**PROMPT**
What appears from the first line of the records below through the line containing "flex:none; width:28px; height:28px;" must be reproduced verbatim.

**GIVEN INFORMATION**
-- Opening Marker --

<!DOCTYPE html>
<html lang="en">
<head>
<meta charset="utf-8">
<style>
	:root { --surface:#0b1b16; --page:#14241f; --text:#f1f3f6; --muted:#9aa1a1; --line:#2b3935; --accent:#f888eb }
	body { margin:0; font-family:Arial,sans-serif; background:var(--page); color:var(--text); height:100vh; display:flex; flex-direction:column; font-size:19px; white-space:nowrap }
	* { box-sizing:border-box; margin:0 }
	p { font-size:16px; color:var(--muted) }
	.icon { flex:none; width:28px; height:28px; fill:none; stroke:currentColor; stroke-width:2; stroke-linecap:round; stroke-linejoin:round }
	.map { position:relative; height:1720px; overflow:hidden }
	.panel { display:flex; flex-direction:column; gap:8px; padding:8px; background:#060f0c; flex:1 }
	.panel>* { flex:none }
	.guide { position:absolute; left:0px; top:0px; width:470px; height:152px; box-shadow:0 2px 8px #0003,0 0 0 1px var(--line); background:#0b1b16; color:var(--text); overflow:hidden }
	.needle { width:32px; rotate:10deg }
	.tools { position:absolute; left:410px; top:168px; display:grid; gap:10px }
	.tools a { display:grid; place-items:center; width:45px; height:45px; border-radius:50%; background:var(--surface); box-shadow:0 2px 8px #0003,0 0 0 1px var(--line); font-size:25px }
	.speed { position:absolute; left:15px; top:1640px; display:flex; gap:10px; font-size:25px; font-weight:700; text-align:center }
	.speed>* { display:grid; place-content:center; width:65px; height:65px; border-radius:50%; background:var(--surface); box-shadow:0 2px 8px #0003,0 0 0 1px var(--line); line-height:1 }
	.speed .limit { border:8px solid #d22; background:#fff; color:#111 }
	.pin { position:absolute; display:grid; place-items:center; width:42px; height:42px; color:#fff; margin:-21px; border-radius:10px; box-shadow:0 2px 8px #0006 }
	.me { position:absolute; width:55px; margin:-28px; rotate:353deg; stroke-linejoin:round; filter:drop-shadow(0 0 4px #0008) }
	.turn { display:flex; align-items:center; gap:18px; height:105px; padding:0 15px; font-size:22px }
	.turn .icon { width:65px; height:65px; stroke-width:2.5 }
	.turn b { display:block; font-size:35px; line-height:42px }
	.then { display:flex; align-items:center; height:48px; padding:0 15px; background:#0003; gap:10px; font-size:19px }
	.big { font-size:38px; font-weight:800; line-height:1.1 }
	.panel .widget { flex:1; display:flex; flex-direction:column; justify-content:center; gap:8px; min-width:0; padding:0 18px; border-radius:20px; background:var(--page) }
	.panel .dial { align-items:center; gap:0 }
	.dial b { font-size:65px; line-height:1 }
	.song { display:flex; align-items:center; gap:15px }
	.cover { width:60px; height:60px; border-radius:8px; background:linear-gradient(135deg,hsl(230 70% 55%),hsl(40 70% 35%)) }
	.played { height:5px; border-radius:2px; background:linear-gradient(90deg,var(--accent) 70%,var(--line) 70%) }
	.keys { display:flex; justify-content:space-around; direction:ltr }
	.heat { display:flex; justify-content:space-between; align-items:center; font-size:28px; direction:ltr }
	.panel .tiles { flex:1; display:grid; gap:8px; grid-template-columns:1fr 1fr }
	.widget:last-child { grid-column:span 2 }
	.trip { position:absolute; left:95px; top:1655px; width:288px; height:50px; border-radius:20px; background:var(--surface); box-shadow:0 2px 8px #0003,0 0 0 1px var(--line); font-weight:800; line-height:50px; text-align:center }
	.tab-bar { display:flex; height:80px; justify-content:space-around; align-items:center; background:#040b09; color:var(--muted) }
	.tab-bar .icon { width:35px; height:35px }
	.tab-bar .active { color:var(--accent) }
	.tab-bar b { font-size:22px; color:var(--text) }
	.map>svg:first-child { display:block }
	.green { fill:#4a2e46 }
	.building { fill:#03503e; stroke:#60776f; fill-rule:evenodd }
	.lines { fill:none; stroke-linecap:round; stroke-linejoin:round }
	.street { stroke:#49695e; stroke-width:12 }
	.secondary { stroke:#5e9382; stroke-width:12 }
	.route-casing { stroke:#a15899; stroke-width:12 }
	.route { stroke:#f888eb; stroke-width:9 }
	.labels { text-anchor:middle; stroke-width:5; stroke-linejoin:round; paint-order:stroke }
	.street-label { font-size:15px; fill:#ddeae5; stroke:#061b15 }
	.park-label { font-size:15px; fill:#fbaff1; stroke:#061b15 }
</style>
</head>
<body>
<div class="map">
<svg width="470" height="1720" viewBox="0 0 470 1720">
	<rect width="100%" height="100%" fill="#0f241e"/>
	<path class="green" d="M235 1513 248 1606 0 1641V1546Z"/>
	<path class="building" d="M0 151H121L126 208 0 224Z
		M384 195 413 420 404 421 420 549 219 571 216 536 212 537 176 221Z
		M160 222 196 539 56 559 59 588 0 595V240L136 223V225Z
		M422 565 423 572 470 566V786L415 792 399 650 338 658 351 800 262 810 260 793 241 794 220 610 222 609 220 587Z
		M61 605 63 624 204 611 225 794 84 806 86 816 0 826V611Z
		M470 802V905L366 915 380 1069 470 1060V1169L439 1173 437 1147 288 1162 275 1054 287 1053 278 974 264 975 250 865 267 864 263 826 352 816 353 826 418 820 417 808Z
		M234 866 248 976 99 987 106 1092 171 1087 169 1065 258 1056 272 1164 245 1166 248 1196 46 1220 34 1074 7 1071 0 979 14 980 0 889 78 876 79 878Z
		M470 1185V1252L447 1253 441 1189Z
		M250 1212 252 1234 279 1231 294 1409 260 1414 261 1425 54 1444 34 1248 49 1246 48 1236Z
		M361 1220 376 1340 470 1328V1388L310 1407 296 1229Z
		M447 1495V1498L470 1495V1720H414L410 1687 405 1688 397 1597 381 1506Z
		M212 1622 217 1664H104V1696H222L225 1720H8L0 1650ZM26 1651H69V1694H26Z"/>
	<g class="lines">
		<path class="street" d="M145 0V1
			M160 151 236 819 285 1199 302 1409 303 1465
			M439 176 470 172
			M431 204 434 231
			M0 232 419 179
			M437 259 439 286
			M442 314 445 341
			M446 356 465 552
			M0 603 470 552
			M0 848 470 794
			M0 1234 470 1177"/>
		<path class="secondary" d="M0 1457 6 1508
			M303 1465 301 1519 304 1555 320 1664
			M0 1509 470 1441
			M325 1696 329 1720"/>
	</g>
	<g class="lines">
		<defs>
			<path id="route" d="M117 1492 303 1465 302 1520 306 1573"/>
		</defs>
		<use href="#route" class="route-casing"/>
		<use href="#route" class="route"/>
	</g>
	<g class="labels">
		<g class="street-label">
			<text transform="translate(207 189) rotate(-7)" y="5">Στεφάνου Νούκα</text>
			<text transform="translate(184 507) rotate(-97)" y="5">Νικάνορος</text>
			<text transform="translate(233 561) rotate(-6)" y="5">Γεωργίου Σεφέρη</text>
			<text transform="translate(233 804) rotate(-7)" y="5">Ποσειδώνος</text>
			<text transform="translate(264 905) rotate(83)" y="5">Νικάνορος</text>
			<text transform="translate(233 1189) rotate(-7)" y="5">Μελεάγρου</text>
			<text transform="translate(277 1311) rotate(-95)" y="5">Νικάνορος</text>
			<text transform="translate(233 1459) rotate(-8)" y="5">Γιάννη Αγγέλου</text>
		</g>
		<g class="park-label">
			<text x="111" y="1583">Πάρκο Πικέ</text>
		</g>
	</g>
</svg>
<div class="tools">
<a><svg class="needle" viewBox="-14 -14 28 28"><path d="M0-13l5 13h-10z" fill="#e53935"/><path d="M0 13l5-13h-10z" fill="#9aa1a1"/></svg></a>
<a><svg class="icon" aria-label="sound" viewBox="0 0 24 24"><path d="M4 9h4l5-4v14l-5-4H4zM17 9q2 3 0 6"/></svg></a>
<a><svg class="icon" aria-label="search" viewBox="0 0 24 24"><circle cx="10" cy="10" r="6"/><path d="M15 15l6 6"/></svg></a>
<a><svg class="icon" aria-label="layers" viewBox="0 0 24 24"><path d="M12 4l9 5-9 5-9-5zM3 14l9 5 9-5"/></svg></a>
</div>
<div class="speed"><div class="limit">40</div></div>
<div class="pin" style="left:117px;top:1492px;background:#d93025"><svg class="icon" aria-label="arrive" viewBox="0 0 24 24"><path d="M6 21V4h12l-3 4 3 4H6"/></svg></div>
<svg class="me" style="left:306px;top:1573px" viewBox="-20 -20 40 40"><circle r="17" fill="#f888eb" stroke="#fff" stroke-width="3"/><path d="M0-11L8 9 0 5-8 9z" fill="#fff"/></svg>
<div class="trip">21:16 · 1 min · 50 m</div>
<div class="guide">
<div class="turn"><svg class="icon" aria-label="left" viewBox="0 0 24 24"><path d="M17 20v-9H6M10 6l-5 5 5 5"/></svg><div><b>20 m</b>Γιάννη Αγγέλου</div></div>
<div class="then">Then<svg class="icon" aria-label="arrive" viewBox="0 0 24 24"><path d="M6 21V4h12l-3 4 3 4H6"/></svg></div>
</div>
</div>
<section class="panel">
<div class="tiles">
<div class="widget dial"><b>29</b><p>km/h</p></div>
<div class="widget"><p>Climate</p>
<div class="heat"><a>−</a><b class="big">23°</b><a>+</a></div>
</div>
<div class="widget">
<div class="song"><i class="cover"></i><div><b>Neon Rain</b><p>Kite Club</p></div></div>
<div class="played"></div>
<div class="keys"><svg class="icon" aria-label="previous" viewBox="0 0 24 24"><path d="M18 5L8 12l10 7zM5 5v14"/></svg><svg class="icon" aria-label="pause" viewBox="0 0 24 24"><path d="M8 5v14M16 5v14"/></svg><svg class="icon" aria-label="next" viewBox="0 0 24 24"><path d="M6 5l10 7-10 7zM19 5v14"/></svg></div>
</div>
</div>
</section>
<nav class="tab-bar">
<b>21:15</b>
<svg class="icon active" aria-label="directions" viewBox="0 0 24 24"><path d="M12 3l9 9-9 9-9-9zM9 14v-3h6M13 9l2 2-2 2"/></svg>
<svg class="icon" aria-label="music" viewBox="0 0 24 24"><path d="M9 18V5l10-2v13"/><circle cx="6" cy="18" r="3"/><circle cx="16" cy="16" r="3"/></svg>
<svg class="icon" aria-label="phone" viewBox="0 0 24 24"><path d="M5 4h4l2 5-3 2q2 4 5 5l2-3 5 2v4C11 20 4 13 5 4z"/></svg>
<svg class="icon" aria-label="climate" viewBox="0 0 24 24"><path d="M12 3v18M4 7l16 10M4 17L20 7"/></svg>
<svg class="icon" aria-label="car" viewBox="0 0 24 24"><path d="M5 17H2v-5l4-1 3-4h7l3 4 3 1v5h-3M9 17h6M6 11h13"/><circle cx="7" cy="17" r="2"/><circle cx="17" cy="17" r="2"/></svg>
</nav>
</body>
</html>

-- Closing Marker --

**ANSWER FOR THE TASK**
<!DOCTYPE html>
<html lang="en">
<head>
<meta charset="utf-8">
<style>
	:root { --surface:#0b1b16; --page:#14241f; --text:#f1f3f6; --muted:#9aa1a1; --line:#2b3935; --accent:#f888eb }
	body { margin:0; font-family:Arial,sans-serif; background:var(--page); color:var(--text); height:100vh; display:flex; flex-direction:column; font-size:19px; white-space:nowrap }
	* { box-sizing:border-box; margin:0 }
	p { font-size:16px; color:var(--muted) }
	.icon { flex:none; width:28px; height:28px; fill:none; stroke:currentColor; stroke-width:2; stroke-linecap:round; stroke-linejoin:round }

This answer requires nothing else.